▶ What needs to be done
When the line containing "position:absolute; translate:-50% -58px;" appears in the entries below, begin printing there and stop after the line containing "display:block; font-size:26px; white-space:nowrap"; print each of those lines exactly and no other line.

(Stored items)

• • • •

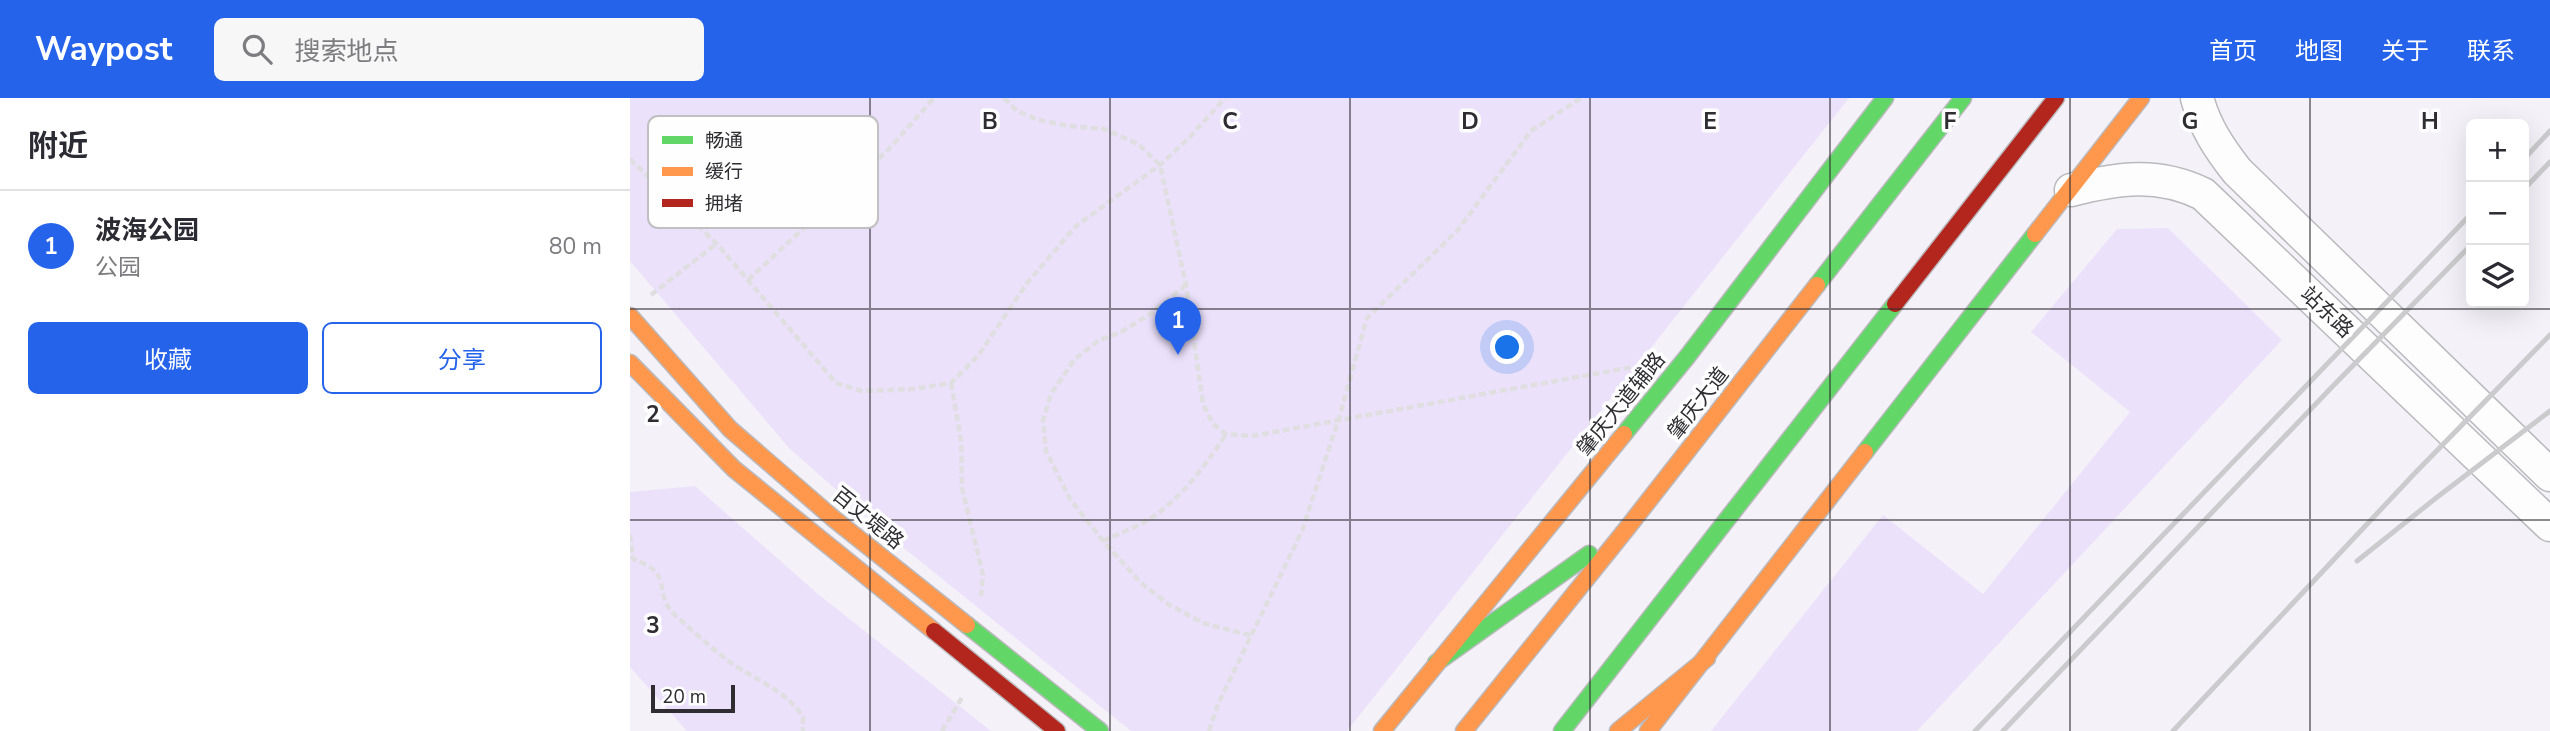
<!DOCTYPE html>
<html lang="zh">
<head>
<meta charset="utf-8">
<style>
	:root { --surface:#fff; --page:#f7f7f7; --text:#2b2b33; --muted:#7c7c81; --line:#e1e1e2; --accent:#2563eb }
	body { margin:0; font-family:"Nunito Sans","Noto Sans SC",sans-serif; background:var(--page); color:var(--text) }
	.controls { position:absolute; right:21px; top:21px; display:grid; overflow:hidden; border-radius:10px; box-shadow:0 7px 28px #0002 }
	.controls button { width:63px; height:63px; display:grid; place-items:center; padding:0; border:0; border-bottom:2px solid var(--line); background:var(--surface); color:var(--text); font:35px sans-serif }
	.scale { position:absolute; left:21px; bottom:18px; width:84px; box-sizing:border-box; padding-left:7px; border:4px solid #2f2d32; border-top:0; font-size:19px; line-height:24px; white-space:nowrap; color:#2f2d32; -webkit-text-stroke:5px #fefefe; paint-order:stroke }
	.you { position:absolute; left:878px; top:250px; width:24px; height:24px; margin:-18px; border:5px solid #fff; border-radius:50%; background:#1a73e8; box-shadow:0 0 0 10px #1a73e833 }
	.badge { display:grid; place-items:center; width:46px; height:46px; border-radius:50%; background:var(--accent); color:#fff; font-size:23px; font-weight:700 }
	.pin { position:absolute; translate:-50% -58px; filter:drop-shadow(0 2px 4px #0008) }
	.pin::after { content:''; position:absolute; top:37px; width:24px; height:21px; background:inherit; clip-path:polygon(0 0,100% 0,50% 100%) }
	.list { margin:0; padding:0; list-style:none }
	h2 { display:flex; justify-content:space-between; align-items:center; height:91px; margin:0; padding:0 28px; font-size:30px }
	h2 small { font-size:23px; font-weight:400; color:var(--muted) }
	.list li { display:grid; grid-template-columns:46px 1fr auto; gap:21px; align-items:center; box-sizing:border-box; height:112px; padding:0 28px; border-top:2px solid var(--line) }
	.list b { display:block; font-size:26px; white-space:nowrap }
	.list p { margin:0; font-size:23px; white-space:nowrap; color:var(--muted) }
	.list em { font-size:23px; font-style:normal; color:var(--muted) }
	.actions { display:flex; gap:14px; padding:21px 28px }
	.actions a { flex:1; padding:16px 0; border:2px solid var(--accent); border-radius:10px; text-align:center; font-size:24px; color:var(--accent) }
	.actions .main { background:var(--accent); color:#fff }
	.icon { flex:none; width:38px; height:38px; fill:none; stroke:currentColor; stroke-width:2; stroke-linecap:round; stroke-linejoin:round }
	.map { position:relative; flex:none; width:1920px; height:633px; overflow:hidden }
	header { display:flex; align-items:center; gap:42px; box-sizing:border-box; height:98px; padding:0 35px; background:var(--accent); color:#fff }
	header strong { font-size:33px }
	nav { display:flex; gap:38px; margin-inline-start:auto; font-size:24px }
	.search { width:490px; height:63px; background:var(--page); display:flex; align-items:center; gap:18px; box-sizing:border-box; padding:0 24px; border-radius:10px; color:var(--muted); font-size:26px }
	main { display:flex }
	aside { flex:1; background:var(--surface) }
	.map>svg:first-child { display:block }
</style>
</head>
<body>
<header>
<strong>Waypost</strong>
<div class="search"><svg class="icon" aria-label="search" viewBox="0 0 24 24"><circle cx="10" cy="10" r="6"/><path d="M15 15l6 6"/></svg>搜索地点</div>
<nav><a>首页</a><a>地图</a><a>关于</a><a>联系</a></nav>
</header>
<main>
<aside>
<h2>附近<small></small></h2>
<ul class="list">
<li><span class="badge">1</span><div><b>波海公园</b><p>公园</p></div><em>80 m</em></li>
</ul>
<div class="actions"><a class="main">收藏</a><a>分享</a></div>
</aside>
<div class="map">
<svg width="1920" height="633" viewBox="0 0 1920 633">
	<rect width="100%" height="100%" fill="#f4f2f8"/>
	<g fill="#ebe1fb">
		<polygon points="0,0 1219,0 717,633 501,633 254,434 159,350 0,163"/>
		<polygon points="1538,130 1652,242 1287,633 1081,633 1253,417 1353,496 1500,314 1401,234 1487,131"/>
		<polygon points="65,388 188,496 361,633 57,633 0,569 0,394"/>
	</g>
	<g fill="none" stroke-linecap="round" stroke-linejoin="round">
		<defs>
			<g id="street">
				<path d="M1567,0c8,29 22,50 40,73l313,304"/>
				<path d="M1441,92c47,-12 87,-18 132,4l347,331"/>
			</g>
			<g id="fast">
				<polyline points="1187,187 1333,0"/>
				<polyline points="994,336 1057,259 1255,0"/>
				<polyline points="1235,354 1405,136"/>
				<polyline points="337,527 470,633"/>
				<polyline points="806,565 959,456"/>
				<polyline points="932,633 1265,206"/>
			</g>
			<g id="slow">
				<polyline points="1405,136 1511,0"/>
				<polyline points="0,218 100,331 204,421 337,527"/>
				<polyline points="0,265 104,371 304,533"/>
				<polyline points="752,633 994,336"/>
				<polyline points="834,633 998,429 1187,187"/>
				<polyline points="988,633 1077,560"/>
				<polyline points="1018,633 1235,354"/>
			</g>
			<g id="jam">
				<polyline points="1265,206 1426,0"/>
				<polyline points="304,533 427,633"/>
			</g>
		</defs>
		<use href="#street" stroke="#bab9bd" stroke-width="35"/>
		<use href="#fast" stroke="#bab9bd" stroke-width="19"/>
		<use href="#slow" stroke="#bab9bd" stroke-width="19"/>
		<use href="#jam" stroke="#bab9bd" stroke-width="19"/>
		<g stroke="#dfdee0" stroke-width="4.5" stroke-dasharray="7 3.5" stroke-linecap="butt">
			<polyline points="374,0 387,13 409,22 439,28 474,31 508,46 530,67 556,187 573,306 583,326 596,336 622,338 1008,268"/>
			<polyline points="0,61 87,146 206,285 232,293 283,291 321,285 348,258 397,185 446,128 530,67 559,40 595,0"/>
			<polyline points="118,182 259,51 304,0"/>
			<polyline points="556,187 519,217 491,234 468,243 444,262 421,296 413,323 416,353 440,401 473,443 511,485 538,506 573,525 623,538"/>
			<polyline points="21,197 86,146"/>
			<polyline points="321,285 331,342 332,390 353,477 351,498"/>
			<path d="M0,437l3,24c44,16 17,32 43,57 17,15 35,32 54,46 25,18 56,28 73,55v14"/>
			<path d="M473,443c15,-7 31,-13 45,-21 31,-19 59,-56 78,-86"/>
			<polyline points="312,633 333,598"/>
			<polyline points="579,633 588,606 672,433 709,320 737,220 827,133 901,33 951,0"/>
		</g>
		<use href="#street" stroke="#fdfdfe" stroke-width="32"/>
		<use href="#fast" stroke="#63d668" stroke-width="16"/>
		<use href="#slow" stroke="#ff974d" stroke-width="16"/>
		<use href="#jam" stroke="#b3261e" stroke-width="16"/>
		<g stroke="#cbcbcd" stroke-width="5">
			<polyline points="1894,61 1920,33"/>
			<polyline points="1894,91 1920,64"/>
			<polyline points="1727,463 1806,400 1920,313"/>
			<polyline points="1345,633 1841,116"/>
			<polyline points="1373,633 1701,290 1841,147"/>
			<polyline points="1543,633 1785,375 1920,237"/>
		</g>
	</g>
	<path fill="none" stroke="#2f2d32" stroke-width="2" stroke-opacity="0.55" d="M240,0v633M480,0v633M720,0v633M960,0v633M1200,0v633M1440,0v633M1680,0v633M0,211h1920M0,422h1920"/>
	<g text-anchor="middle" stroke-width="7" stroke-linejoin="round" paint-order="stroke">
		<g font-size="21" fill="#2f2d32" stroke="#fefefe">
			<text transform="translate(1697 214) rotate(44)" y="7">站东路</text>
			<text transform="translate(1068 305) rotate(-52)" y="7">肇庆大道</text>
			<text transform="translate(991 306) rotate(-51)" y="7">肇庆大道辅路</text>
			<text transform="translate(238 420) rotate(39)" y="7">百丈堤路</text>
		</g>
	</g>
	<rect x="18" y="18" width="230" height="112" rx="10" fill="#fefefe" stroke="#c0bfc1" stroke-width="2"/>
	<rect x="32" y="38" width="31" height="8" fill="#63d668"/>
	<rect x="32" y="69" width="31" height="9" fill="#ff974d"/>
	<rect x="32" y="101" width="31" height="8" fill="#b3261e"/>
	<g font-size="19" fill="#2f2d32">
		<text x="75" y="49">畅通</text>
		<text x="75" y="80">缓行</text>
		<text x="75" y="112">拥堵</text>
	</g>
	<g font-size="23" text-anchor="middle" font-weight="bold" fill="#2f2d32" stroke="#fefefe" stroke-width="7" stroke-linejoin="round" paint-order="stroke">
		<text x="360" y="31">B</text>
		<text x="600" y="31">C</text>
		<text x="840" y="31">D</text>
		<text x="1080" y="31">E</text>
		<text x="1320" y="31">F</text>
		<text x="1560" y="31">G</text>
		<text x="1800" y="31">H</text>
		<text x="23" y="324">2</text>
		<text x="23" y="535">3</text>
	</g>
</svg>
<div class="controls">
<button>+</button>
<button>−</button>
<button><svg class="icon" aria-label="layers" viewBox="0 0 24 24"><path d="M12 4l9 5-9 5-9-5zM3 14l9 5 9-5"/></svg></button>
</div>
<div class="scale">20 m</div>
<div class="you"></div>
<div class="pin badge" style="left:548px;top:257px">1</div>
</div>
</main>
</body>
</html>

• • • •

▶ Exercise solution
	.pin { position:absolute; translate:-50% -58px; filter:drop-shadow(0 2px 4px #0008) }
	.pin::after { content:''; position:absolute; top:37px; width:24px; height:21px; background:inherit; clip-path:polygon(0 0,100% 0,50% 100%) }
	.list { margin:0; padding:0; list-style:none }
	h2 { display:flex; justify-content:space-between; align-items:center; height:91px; margin:0; padding:0 28px; font-size:30px }
	h2 small { font-size:23px; font-weight:400; color:var(--muted) }
	.list li { display:grid; grid-template-columns:46px 1fr auto; gap:21px; align-items:center; box-sizing:border-box; height:112px; padding:0 28px; border-top:2px solid var(--line) }
	.list b { display:block; font-size:26px; white-space:nowrap }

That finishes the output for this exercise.